Entries taken from a collection
###
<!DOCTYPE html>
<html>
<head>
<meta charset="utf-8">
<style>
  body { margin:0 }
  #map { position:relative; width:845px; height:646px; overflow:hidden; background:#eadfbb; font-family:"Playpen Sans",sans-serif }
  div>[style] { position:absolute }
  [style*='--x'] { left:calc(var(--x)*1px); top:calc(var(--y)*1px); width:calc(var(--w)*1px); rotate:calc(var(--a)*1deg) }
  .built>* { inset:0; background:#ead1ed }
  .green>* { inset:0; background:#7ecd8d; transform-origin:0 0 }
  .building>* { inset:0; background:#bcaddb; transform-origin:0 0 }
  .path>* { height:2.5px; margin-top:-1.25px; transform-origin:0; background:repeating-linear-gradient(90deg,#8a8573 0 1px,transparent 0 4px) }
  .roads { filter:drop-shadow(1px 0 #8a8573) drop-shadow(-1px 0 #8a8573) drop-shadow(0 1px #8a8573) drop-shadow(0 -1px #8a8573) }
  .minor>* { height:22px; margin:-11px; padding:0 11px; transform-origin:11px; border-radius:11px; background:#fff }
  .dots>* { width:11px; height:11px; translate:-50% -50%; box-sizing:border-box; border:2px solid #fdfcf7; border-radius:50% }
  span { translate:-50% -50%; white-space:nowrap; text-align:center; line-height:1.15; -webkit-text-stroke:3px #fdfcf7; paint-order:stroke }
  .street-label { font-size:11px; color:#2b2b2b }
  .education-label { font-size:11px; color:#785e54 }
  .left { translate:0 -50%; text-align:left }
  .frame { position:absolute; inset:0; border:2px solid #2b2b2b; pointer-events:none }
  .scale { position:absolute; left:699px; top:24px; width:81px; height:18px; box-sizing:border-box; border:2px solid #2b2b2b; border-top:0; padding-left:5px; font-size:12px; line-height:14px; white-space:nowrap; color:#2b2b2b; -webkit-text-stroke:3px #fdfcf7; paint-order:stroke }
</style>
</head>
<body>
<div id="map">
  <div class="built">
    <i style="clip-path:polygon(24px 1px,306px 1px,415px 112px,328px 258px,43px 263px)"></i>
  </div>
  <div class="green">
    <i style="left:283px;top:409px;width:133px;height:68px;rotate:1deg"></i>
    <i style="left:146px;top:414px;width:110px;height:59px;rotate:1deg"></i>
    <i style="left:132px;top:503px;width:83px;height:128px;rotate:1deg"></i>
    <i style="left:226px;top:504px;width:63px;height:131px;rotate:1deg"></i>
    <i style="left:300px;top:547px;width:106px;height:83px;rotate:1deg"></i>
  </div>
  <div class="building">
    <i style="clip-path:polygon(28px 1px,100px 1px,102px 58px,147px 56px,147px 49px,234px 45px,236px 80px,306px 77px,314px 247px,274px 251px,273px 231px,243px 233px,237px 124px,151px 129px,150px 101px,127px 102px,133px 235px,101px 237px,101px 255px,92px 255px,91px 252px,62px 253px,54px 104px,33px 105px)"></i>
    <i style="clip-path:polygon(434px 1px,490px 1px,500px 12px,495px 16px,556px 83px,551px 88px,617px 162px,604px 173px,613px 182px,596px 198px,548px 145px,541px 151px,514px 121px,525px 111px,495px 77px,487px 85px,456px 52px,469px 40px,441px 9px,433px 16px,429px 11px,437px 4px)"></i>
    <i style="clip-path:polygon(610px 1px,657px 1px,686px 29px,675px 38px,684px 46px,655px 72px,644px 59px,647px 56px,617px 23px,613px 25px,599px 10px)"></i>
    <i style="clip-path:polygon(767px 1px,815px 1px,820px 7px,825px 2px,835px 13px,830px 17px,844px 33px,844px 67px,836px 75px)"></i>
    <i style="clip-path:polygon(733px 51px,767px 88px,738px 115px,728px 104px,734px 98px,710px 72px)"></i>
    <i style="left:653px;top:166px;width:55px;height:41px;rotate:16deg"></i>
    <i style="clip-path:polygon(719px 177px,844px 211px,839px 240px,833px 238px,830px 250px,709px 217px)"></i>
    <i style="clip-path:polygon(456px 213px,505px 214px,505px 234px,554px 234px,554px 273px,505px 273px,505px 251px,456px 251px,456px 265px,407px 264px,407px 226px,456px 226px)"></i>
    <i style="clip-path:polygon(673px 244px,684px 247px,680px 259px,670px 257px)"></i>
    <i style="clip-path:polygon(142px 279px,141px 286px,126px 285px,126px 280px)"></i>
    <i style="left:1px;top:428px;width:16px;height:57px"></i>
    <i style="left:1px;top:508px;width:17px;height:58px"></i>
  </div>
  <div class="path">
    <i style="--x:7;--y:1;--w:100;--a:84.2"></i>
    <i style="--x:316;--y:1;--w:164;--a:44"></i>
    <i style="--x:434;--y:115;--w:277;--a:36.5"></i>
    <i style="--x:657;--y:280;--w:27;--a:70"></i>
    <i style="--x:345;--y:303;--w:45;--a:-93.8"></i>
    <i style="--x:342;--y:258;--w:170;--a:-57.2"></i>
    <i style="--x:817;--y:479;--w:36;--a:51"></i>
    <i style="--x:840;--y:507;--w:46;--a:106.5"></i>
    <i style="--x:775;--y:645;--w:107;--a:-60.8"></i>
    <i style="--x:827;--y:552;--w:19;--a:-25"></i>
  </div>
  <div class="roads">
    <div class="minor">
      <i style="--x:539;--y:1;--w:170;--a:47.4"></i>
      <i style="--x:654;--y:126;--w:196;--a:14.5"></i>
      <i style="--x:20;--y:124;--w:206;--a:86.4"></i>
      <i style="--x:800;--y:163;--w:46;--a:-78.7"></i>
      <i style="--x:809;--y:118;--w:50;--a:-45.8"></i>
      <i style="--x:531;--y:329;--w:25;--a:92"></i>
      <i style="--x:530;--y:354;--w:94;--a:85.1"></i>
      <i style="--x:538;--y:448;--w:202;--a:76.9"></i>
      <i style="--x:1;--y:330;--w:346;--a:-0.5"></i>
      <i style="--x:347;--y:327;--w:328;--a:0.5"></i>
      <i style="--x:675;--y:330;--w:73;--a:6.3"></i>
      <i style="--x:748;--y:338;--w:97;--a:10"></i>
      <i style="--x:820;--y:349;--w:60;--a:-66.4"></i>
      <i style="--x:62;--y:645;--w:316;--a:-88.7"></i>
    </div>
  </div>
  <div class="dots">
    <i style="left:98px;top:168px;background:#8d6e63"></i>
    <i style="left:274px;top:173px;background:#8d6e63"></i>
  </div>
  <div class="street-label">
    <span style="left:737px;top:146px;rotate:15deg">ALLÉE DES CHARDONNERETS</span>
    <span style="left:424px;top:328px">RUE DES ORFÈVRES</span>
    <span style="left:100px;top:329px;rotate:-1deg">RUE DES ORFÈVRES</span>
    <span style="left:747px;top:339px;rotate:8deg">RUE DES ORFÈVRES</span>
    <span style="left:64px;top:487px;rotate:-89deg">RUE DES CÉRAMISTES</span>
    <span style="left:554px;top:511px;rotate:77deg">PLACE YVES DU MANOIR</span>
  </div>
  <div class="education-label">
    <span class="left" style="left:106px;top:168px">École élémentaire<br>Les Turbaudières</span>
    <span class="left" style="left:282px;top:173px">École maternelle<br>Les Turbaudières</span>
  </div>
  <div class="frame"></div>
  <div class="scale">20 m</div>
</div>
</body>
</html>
###
**Your objective**. In the data above, find each line that has the word "green" and copy it out.

**Task result**.
  .green>* { inset:0; background:#7ecd8d; transform-origin:0 0 }
  <div class="green">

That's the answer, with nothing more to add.